Our friends, Nick & Edie on Cirrus were waiting for us as we came out the Forked River. The two of us had a very pleasant 14 mile sail even though we had a five minute encounter with the bottom as we approached the Toms River. There’s only about a dozen boats scattered about but tomorrow will bring at least another thousand. The wind is supposed to build to 15 to 20 knots tomorrow evening so it should be interesting. A stiff breeze, alcohol, explosives and tiny anchors……….could it get any better?

June 22

June 22. We’ve been here in Forked River for several days now. It was wonderful to get back to friends and family.

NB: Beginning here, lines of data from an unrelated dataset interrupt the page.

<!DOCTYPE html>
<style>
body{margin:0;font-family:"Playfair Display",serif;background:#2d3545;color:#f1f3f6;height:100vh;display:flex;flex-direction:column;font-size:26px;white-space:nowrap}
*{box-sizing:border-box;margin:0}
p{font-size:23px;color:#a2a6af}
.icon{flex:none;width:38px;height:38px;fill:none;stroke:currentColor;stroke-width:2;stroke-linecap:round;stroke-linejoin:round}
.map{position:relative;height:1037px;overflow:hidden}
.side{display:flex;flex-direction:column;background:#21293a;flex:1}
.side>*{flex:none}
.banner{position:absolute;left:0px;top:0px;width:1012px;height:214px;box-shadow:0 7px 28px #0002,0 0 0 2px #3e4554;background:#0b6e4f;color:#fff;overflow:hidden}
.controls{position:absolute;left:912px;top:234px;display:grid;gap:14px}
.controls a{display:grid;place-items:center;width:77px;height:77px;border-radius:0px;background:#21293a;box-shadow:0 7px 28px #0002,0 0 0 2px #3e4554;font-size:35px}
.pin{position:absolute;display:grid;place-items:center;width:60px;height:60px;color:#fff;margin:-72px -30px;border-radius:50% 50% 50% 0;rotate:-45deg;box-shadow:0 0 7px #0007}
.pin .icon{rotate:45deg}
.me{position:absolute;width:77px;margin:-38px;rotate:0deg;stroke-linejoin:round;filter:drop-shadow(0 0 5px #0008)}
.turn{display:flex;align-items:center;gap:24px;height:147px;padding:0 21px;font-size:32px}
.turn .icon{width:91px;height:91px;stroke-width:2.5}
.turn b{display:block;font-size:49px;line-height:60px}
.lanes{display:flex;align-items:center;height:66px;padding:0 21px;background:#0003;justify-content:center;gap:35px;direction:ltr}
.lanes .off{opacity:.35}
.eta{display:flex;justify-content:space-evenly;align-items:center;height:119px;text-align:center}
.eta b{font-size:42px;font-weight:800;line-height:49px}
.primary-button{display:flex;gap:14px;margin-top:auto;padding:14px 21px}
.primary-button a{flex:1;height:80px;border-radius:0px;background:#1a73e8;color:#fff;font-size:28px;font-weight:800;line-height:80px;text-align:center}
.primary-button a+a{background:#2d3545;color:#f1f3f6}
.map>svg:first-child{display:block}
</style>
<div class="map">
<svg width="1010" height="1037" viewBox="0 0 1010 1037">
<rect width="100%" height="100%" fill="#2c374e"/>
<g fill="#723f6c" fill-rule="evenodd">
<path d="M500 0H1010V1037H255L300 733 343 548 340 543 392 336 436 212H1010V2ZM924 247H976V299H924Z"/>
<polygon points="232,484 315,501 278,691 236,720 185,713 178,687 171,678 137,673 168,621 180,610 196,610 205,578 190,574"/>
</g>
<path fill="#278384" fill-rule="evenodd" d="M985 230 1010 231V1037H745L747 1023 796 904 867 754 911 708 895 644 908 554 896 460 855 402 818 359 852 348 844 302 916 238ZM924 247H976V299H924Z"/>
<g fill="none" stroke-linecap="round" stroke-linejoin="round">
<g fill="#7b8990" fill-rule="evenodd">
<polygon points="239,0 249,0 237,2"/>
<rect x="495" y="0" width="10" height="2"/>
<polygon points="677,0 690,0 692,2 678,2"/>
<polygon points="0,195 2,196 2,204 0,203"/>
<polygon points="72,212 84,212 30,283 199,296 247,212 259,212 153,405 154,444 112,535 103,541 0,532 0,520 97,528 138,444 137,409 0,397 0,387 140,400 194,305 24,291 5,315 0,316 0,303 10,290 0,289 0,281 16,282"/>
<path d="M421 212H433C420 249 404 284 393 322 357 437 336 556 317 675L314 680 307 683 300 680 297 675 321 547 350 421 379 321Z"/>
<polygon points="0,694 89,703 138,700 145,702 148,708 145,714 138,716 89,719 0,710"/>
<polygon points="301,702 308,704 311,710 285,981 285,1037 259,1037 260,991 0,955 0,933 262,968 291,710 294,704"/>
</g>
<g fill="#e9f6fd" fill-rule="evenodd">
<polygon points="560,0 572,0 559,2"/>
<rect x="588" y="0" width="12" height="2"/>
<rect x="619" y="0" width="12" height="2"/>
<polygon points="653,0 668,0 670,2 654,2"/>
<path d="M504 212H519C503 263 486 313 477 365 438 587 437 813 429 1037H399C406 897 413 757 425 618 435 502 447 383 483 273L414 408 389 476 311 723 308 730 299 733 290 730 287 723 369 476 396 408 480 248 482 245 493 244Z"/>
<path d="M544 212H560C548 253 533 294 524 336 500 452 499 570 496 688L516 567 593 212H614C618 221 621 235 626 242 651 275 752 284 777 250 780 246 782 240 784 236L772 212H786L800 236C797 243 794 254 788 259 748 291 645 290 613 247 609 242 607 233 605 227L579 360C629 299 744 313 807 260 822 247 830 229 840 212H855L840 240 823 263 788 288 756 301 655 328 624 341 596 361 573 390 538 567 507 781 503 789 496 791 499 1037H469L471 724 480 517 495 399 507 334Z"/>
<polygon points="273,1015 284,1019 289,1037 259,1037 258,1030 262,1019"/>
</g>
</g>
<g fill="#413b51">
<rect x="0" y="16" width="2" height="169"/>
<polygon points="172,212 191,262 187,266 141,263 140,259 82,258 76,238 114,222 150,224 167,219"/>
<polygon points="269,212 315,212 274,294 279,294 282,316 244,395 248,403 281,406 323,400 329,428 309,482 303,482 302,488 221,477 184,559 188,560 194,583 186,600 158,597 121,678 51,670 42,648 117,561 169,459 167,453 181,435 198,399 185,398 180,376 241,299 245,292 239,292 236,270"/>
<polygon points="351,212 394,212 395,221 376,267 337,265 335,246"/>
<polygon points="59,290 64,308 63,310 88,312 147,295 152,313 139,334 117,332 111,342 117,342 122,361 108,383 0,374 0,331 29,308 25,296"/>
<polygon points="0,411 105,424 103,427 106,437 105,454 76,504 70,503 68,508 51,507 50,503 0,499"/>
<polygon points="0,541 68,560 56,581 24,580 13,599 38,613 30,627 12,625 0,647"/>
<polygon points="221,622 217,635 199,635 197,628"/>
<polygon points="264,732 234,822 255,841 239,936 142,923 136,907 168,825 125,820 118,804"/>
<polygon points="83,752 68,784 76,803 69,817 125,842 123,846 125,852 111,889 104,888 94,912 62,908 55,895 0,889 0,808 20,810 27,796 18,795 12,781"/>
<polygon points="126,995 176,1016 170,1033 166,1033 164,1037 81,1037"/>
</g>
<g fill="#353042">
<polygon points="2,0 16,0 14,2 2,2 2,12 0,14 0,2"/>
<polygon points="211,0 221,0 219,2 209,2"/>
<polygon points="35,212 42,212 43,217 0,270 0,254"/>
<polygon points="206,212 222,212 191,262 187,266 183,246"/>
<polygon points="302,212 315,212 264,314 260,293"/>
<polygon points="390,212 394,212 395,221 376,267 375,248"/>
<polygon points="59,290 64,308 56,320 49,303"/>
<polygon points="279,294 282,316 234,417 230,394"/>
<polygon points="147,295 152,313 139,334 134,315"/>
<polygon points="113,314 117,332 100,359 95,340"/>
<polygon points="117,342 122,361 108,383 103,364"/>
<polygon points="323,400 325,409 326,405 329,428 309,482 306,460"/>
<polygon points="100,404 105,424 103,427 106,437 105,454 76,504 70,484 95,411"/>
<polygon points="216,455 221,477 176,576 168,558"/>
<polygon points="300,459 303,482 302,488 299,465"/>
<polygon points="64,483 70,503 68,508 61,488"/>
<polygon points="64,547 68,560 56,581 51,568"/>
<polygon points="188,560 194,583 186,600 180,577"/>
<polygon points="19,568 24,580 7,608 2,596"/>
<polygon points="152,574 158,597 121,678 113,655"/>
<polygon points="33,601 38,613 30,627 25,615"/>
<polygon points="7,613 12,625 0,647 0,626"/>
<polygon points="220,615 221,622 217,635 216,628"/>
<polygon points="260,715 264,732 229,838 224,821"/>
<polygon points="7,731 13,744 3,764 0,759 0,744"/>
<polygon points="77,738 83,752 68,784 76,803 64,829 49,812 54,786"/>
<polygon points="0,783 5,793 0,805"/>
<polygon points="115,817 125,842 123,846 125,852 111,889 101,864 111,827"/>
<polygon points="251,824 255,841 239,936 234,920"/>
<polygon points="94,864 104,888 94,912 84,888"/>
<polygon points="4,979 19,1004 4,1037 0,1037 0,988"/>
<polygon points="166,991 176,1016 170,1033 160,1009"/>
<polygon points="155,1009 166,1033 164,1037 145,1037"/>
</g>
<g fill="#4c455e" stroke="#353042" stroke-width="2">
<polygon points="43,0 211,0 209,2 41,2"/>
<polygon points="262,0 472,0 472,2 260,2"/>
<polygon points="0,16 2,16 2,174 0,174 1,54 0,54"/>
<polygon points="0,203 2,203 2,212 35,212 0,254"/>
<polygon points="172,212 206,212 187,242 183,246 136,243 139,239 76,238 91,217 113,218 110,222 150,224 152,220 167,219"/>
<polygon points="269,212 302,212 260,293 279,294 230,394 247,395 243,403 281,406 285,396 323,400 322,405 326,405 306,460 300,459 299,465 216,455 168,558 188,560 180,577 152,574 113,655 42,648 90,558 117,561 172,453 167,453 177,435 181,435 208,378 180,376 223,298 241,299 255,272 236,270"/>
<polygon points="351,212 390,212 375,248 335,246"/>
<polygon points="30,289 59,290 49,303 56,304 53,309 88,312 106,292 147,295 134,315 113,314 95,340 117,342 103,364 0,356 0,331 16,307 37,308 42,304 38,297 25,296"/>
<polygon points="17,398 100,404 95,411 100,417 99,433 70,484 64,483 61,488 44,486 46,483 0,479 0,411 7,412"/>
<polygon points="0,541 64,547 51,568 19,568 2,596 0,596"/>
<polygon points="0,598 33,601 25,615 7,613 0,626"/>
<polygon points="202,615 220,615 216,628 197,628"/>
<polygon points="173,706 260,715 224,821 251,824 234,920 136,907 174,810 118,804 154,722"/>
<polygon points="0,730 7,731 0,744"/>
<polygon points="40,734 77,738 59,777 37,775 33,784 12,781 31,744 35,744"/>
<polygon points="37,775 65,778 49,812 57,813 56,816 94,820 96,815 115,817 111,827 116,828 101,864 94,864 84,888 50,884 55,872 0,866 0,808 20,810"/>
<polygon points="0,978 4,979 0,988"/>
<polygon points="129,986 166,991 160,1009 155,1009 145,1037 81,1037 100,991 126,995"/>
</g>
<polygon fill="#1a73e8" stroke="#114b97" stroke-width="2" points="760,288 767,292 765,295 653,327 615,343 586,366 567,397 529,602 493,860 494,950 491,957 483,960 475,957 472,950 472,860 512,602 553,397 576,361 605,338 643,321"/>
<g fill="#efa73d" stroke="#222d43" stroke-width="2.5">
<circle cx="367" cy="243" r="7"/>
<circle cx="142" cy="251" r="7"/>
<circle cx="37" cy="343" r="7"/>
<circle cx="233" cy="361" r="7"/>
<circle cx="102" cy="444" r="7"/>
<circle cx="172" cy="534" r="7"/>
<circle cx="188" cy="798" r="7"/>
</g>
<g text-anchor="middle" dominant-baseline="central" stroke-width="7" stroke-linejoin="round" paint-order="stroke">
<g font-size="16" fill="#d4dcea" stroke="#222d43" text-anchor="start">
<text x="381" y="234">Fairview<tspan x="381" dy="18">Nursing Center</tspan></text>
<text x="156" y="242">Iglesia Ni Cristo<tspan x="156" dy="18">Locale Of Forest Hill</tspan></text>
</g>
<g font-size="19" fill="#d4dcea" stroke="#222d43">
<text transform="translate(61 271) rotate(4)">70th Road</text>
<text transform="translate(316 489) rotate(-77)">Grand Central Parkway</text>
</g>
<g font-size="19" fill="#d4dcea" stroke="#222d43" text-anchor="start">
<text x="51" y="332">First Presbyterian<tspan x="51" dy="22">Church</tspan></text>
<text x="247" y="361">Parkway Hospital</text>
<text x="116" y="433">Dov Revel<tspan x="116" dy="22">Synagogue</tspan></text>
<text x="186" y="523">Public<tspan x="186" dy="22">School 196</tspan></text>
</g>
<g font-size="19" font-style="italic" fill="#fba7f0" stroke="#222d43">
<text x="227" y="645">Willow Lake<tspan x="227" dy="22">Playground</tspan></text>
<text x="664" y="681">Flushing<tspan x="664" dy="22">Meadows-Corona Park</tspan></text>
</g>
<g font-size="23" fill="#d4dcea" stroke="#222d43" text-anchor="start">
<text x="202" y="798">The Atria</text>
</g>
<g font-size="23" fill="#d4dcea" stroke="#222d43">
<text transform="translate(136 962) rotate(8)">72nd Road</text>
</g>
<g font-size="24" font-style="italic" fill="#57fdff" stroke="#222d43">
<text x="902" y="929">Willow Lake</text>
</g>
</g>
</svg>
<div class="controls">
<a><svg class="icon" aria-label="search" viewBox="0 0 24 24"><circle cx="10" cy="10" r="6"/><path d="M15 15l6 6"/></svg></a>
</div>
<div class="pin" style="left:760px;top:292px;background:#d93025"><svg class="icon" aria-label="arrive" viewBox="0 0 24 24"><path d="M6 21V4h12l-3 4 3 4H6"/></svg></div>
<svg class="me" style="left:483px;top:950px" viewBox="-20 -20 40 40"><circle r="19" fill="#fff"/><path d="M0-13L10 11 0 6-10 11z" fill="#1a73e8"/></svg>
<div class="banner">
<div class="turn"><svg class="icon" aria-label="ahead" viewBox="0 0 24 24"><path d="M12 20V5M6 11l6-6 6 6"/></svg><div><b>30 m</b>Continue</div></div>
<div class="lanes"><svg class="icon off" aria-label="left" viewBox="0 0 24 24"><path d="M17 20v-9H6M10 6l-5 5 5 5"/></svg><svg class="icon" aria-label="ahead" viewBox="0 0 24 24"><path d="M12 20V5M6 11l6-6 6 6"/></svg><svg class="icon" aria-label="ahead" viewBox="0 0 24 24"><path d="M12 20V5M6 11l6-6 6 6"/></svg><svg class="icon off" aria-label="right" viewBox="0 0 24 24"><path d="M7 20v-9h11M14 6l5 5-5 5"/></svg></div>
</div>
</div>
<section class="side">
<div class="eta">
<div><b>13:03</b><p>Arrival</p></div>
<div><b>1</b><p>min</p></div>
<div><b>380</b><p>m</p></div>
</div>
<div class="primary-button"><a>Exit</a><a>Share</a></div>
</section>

After arriving early on Saturday morning we took quick naps and set out. Our first stop was to the office of the marina where I formerly worked. It was lunch time so we spent a bit of time sitting with all the guys from the marina and catching up on each others recent history.

The next afternoon we were able to have dinner with Charlie and Nell who left later that evening on a 3 month cruise of their own to Nova Scotia. It was good to get back in time to see them before they left. Charlie has been a very positive influence in my sailing career and it was wonderful for me to get to watch them cast off the dock lines for their dream trip. If anyone see’s S/V Nelly Ruth, make sure to say hi.

Since then we’ve spent time with several friends at various dinners, visited with family and attended a yacht club function. We’ve been busy every evening after putting in full days of working on the boat.

The marina published our Blog address in their monthly newsletter and evidently it’s really taken off. We’ve been stopped by dozen’s of people who have been following our adventure’s, I had no idea so many people were reading our Blog. It was a little overwhelming to think that the crap I write is being so widely read.